東電の担当者は「技術的な問題は何もない」と強調するが、福島第一の敷地は非常に地下水が多い。建設前は数本の川があり、地下水の流れが速い場所もありそうだ。次々に水が流れていく状況だと、その部分は凍らず、壁の性能が大きく損なわれることになる。
現場は原子炉に近く、事故発生当初に比べると放射線量は格段に下がったが、それでも毎時〇・一~四ミリシーベルトと要注意の場所もある。そんな現場で、配管を溶接して継ぎ足しながら地下に埋め込んでいく、根気のいる特殊な作業が続く。
「長い期間の作業になるので、作業場所を遮蔽(しゃへい)板で囲うなどの対策を取り、個人の線量管理を十分していく」。東電の小林照明原子力・立地本部長代理はこう語るが、特殊な技能をもつ作業員は多くない。完成後も補修、配管の取り換えが必要。少しでも被ばく線量を減らす努力が不可欠だ。
もう一つの懸念は、海側の敷地では高濃度汚染水がたまる地下トンネルなどの障害物が入り組んでおり、まだ地下の状況が完全には把握できていない点だ。

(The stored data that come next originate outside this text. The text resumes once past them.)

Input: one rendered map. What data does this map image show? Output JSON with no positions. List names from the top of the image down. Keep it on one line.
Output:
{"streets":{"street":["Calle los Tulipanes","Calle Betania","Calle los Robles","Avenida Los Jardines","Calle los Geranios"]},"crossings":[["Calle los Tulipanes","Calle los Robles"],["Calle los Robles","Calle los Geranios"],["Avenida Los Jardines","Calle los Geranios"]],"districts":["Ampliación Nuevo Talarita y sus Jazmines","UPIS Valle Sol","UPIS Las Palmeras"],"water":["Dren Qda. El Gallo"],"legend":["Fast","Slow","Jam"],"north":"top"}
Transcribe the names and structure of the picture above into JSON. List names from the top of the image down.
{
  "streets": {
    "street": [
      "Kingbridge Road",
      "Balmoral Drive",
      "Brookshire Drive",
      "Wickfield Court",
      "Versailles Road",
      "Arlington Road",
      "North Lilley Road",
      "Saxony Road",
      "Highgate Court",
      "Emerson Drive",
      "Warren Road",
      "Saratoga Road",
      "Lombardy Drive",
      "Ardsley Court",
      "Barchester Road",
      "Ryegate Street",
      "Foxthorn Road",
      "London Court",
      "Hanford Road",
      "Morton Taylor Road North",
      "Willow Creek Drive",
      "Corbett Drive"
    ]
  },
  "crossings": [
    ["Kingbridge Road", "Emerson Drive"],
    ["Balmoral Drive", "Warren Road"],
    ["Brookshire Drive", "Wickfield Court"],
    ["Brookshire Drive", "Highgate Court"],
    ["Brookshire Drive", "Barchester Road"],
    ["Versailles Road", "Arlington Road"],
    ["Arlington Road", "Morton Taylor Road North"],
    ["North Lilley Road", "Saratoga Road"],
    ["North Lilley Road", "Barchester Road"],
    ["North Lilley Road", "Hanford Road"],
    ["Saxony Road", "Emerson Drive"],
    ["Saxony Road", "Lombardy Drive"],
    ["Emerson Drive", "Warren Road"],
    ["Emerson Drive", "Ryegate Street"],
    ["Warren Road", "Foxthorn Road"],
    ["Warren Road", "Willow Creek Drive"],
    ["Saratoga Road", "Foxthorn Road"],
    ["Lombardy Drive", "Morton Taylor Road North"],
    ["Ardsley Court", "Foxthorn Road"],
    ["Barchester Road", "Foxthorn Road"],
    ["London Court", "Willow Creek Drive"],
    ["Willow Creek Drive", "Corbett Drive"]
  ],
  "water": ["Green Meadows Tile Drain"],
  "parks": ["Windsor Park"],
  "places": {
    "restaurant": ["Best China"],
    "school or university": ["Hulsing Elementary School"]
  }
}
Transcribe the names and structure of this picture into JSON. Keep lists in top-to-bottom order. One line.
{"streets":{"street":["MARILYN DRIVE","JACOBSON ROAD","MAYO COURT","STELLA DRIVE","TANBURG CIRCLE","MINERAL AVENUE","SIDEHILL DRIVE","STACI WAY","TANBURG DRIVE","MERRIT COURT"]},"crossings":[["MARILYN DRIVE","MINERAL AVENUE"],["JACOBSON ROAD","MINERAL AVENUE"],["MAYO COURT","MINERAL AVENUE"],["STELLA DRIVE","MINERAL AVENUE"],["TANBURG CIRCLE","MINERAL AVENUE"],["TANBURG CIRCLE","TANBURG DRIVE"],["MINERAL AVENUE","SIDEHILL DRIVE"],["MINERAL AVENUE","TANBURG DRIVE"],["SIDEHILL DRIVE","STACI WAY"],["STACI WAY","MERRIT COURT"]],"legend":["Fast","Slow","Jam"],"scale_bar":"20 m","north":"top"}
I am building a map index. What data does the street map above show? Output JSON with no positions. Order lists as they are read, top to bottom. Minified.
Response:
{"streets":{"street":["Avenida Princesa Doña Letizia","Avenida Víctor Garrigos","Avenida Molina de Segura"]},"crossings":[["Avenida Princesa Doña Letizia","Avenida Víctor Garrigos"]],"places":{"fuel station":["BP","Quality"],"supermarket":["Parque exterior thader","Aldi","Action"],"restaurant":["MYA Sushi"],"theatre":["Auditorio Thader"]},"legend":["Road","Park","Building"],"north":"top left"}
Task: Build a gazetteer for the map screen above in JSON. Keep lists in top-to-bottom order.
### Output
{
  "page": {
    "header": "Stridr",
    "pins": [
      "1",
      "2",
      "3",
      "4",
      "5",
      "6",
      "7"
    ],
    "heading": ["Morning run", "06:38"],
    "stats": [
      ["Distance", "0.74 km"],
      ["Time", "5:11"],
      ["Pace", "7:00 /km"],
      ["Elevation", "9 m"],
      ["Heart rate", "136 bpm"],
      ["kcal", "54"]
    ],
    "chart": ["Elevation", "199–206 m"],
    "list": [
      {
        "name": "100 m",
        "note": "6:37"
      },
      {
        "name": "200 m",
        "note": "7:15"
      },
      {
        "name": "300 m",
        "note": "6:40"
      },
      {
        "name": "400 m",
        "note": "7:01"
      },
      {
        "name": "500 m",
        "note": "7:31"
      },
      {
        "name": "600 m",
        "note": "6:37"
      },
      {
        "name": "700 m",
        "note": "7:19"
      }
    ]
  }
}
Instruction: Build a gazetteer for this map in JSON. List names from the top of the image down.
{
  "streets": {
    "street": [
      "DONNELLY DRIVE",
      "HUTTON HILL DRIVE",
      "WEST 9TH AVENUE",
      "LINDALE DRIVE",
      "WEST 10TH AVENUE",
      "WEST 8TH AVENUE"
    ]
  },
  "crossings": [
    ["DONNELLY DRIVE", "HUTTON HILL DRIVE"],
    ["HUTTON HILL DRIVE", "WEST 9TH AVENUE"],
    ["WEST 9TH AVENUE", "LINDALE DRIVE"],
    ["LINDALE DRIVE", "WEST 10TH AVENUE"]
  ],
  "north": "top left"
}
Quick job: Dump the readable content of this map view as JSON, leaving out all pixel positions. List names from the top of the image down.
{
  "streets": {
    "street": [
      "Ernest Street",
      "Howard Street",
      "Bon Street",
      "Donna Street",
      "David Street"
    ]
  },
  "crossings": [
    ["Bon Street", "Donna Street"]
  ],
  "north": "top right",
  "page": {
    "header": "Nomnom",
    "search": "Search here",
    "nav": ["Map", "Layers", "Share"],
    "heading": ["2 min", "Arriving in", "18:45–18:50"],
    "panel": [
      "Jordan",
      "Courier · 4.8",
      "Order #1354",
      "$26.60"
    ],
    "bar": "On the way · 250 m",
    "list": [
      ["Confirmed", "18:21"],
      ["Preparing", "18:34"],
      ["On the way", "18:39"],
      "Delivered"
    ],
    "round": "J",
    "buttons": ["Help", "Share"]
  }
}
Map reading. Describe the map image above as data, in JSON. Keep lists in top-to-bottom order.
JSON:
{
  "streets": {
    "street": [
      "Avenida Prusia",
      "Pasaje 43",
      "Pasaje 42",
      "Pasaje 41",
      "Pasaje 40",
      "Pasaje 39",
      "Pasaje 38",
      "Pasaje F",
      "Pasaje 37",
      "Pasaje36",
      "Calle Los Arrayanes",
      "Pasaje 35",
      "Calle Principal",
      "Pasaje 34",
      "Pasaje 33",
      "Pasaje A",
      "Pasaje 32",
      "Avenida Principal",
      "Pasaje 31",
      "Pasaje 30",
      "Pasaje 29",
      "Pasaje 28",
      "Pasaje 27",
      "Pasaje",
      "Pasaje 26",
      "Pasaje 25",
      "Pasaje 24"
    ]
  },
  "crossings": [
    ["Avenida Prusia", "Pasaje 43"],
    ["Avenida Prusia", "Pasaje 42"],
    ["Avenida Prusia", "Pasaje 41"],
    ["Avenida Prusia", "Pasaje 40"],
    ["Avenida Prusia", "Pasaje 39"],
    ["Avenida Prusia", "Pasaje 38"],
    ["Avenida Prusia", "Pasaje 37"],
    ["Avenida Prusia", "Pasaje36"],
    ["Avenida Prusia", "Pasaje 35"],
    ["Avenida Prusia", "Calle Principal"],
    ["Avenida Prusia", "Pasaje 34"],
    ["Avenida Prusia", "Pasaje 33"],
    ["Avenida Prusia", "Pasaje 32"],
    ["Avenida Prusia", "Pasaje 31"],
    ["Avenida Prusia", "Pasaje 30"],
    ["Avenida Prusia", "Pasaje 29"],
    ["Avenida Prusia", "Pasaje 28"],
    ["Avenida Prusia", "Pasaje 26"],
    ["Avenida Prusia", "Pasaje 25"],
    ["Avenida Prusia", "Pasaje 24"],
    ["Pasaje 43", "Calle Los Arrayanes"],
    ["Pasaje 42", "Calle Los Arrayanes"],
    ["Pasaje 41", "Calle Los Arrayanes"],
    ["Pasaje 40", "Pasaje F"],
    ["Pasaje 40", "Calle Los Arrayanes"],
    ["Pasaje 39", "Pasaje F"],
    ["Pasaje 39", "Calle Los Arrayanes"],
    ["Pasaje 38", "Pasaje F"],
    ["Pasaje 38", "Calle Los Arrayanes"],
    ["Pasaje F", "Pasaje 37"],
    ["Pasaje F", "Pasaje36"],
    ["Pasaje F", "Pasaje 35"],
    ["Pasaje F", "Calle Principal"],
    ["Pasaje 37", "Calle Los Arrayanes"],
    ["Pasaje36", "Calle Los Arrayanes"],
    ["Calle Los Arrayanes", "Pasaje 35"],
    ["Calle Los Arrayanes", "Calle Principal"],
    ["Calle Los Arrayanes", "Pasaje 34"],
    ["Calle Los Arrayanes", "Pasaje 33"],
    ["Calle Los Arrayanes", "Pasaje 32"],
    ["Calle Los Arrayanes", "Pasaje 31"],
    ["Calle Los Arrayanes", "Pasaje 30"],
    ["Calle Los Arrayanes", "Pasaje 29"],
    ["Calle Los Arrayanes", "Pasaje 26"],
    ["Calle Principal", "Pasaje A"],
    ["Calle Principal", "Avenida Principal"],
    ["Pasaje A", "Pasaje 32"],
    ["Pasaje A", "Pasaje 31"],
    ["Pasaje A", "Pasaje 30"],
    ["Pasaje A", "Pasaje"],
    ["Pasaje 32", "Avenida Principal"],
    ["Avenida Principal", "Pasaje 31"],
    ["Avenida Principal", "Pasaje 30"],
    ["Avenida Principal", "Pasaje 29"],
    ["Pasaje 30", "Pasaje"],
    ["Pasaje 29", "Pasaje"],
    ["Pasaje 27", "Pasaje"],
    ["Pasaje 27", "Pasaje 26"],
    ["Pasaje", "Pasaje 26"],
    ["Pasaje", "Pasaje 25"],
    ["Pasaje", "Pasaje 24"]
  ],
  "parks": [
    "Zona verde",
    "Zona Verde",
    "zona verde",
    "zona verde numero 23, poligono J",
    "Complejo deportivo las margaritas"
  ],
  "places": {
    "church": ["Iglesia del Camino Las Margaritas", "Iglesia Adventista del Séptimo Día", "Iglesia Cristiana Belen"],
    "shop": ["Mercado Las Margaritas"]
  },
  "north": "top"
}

二月の止水工事では、地下の電源ケーブルに気をつけて作業していたのに、掘削機でケーブルを切断、4号機の使用済み核燃料プールの冷却を止めてしまった事例もある。
また、凍結の維持には一般家庭約一万三千世帯分相当の電力量を消費する。建屋内の汚染水が漏れ出さないための水位管理の方法も、まだ検討段階という。